(EXERCISE PROMPT):
Count up the lines below containing the word "grid", and give the result with no other words.
_ _ _ _
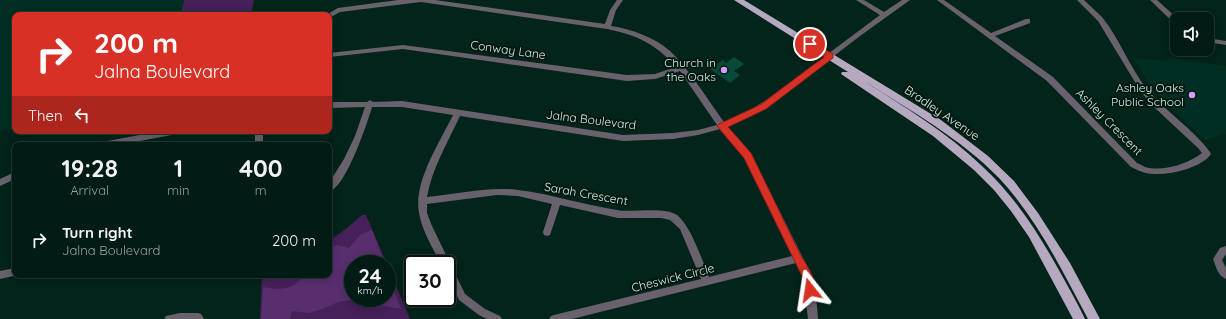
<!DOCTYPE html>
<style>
body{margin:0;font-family:Quicksand,sans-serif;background:#0c241d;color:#f1f3f6;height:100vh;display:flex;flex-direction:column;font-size:15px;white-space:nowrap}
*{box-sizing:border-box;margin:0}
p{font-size:13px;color:#96a1a0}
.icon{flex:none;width:22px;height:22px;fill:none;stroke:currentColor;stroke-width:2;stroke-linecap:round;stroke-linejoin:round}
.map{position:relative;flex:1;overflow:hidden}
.sheet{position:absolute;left:12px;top:142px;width:320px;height:136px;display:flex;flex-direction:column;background:#021b14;border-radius:8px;box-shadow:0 2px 10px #0003,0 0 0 1px #233934}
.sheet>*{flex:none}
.guide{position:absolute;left:12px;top:12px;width:320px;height:122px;border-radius:8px;box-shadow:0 2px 10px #0003,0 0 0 1px #233934;background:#d93025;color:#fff;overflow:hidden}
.buttons{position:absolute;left:1170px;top:12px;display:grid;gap:8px}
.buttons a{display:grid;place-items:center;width:44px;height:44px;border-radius:8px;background:#021b14;box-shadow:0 2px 10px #0003,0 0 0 1px #233934;font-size:20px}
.speed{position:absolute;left:344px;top:255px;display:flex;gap:8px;font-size:20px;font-weight:700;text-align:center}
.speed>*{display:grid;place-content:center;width:52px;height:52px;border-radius:50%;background:#021b14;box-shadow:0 2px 10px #0003,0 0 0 1px #233934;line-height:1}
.speed small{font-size:10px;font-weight:400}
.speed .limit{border:2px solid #111;border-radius:6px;background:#fff;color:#111}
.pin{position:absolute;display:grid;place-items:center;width:34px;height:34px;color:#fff;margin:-17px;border:2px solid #fff;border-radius:50%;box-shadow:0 1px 4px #0007}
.me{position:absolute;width:44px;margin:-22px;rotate:345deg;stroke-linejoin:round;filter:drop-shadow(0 0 3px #0008)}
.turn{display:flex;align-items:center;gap:14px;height:84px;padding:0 16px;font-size:18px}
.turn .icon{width:52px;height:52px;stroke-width:2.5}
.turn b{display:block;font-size:28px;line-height:34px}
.then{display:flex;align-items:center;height:38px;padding:0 16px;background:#0003;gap:8px;font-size:15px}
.eta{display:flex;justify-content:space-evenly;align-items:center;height:68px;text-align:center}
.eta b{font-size:24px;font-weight:700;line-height:28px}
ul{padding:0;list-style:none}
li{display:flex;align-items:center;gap:12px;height:60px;padding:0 16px}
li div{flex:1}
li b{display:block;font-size:15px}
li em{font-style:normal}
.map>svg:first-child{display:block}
.built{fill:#002e22}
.green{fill:#462059}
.forest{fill:#582e6e}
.building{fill:#094939}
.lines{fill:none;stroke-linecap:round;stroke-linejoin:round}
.minor{fill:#69626d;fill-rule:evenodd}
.major{fill:#b6a8bf;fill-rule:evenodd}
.route{fill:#d93025;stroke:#8d1f18}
.poi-dot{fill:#d79bf9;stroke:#001a11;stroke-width:1.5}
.labels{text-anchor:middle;stroke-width:4;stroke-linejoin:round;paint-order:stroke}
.street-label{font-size:12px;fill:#d8eae2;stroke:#001a11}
.poi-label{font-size:12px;fill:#d8eae2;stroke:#001a11;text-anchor:end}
</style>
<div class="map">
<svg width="1226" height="319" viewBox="0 0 1226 319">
<rect width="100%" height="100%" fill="#03241a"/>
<path class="built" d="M 0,0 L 184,0 L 181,15 L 15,15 L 15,128 L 0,131 Z
M 1169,57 L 1226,66 L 1226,134 L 1205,140 L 1166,103 L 1152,88 L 1133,58 L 1167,61 Z"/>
<path class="green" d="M 184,0 L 254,0 L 251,15 L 181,15 Z
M 362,215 L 366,215 L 387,264 L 353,264 L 353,298 L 387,298 L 387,264 L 410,319 L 260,319 L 262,275 L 329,275 L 329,241 L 347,228 Z"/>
<path class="forest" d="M 372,230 L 385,264 L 353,264 L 353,298 L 387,298 L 387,271 L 401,309 L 350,300 L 338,302 L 323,309 L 309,313 L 292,311 L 290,319 L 261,319 L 263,287 C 280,290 293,291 303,275 L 329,275 L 329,248 L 337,245 L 349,248 L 361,234 Z"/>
<path class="building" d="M 734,57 L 744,64 L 734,71 L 740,75 L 730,83 L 710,69 L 723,60 L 726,63 Z"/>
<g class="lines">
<path class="minor" d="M 398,0 L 435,0 L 605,24 L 610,10 L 617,0 L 623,0 L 616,10 L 611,26 C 631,29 654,37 670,51 C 689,69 708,100 724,122 L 743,114 L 765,101 L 880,15 L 856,0 L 864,0 L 884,12 L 902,0 L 910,0 L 860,36 L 770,105 L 748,118 L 727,127 L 751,154 L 810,272 L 817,305 L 818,319 L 808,319 L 803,276 L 796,263 L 572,319 L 549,319 L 551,316 L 554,315 L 701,279 L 680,229 L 670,220 L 661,218 L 618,218 L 560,205 L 550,235 L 547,236 L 544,235 L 543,232 L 552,204 L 518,196 L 497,195 L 427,204 L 427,213 L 432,226 L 465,294 L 485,309 L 500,316 L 502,319 L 487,319 L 479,315 L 459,300 L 447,275 L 447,264 L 441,264 C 433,248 422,231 419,213 C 413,182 440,142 453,115 L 402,107 L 372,107 C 367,124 346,187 329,192 L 329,183 L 344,159 L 355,136 L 365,107 L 329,108 L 329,102 L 367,102 L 370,100 L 373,102 L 402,101 L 623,135 L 673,133 L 698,130 L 717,125 L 680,71 L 655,79 L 627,81 L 403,49 L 329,57 L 329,53 L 403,45 L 627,75 L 655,74 L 676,67 C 656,44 637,35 607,29 L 421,2 L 340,12 L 329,18 L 329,15 L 326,15 L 338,8 ZM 460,116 L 623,141 L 673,139 L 698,135 L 720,129 L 745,158 L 792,256 L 709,277 C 702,260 691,226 677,215 C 664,206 632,213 617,210 C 584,205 551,194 518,190 C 490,186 456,194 427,197 C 432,168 448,142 460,116 Z
M 937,0 L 944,0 L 991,33 L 1026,19 L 1030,19 L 1030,23 L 995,36 L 1053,77 L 1137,163 C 1140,164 1143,166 1145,167 C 1163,172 1188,164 1202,153 L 1198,148 L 1155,108 L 1141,92 L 1098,21 L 1077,0 L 1084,0 C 1090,6 1096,11 1102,17 C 1120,39 1129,67 1147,89 C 1166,112 1192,128 1210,152 L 1211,154 C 1201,169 1163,177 1146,173 C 1141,172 1136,169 1131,167 L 1047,81 Z
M 1150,0 L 1157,0 L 1178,19 L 1177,24 L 1175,24 Z
M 1207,38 L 1226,41 L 1226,45 L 1207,42 Z
M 161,131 L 181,131 L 177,134 L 118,145 L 98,145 L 102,142 Z
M 255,131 L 263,131 L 263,145 L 255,145 Z
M 15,172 L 15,179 L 0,186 L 0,179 Z
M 1226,246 L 1226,254 L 1222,260 L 1226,268 L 1226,279 C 1218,276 1216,267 1213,259 L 1220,248 Z
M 15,268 L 15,275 L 18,275 L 0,279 L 0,271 Z
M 180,313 L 198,313 L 201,314 L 204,319 L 164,319 L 166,316 Z"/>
<path class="major" d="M 734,0 L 744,0 L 941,120 L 988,156 L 1014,181 L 1038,213 L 1070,263 L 1100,319 L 1088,319 C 1062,270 1037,219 999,178 C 960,138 911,111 864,81 C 904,107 947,132 982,166 C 1018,199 1042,239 1065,281 C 1072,294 1079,306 1085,319 L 1073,319 L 1029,237 L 1011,211 L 994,190 L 974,170 L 933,136 L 841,74 L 842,72 L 848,72 Z"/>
</g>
<path class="route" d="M 810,41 L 833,54 L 833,58 L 766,109 L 728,127 L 751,153 L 801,256 C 807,266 819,281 813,293 L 810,295 L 806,293 L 802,276 L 744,158 L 717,126 L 719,124 L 760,105 L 824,57 L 807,46 L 806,44 Z"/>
<g class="poi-dot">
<circle cx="724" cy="70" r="4"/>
<circle cx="1192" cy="95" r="4"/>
</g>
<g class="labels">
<g class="street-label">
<text transform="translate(508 50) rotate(8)" y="4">Conway Lane</text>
<text transform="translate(942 113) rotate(34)" y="4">Bradley Avenue</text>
<text transform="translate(591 120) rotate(7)" y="4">Jalna Boulevard</text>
<text transform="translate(1109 122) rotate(45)" y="4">Ashley Crescent</text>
<text transform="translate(586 194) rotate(10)" y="4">Sarah Crescent</text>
<text transform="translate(673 278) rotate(-14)" y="4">Cheswick Circle</text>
</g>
<g class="poi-label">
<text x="716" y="67">Church in<tspan x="716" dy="14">the Oaks</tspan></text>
<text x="1184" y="92">Ashley Oaks<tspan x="1184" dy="14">Public School</tspan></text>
</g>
</g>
</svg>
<div class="buttons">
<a><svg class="icon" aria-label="sound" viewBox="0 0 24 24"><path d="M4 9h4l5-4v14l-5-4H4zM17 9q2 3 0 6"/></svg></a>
</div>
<div class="speed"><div>24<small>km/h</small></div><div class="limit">30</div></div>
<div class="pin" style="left:810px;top:44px;background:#d93025"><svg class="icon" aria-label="arrive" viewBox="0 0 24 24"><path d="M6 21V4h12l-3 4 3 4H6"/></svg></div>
<svg class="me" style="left:810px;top:290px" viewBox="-20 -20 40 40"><path d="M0-17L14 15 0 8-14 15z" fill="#d93025" stroke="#fff" stroke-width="4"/></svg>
<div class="guide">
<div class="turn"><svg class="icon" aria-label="right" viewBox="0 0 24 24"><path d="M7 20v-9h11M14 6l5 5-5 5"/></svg><div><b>200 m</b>Jalna Boulevard</div></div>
<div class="then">Then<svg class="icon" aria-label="left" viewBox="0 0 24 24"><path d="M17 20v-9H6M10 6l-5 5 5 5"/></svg></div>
</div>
<section class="sheet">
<div class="eta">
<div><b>19:28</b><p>Arrival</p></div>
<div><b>1</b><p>min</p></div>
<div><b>400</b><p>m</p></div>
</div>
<ul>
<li><svg class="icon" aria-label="right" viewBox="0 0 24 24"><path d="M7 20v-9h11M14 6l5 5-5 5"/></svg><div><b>Turn right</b><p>Jalna Boulevard</p></div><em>200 m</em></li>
</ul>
</section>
</div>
_ _ _ _
(RESPONSE TO THIS EXERCISE):
4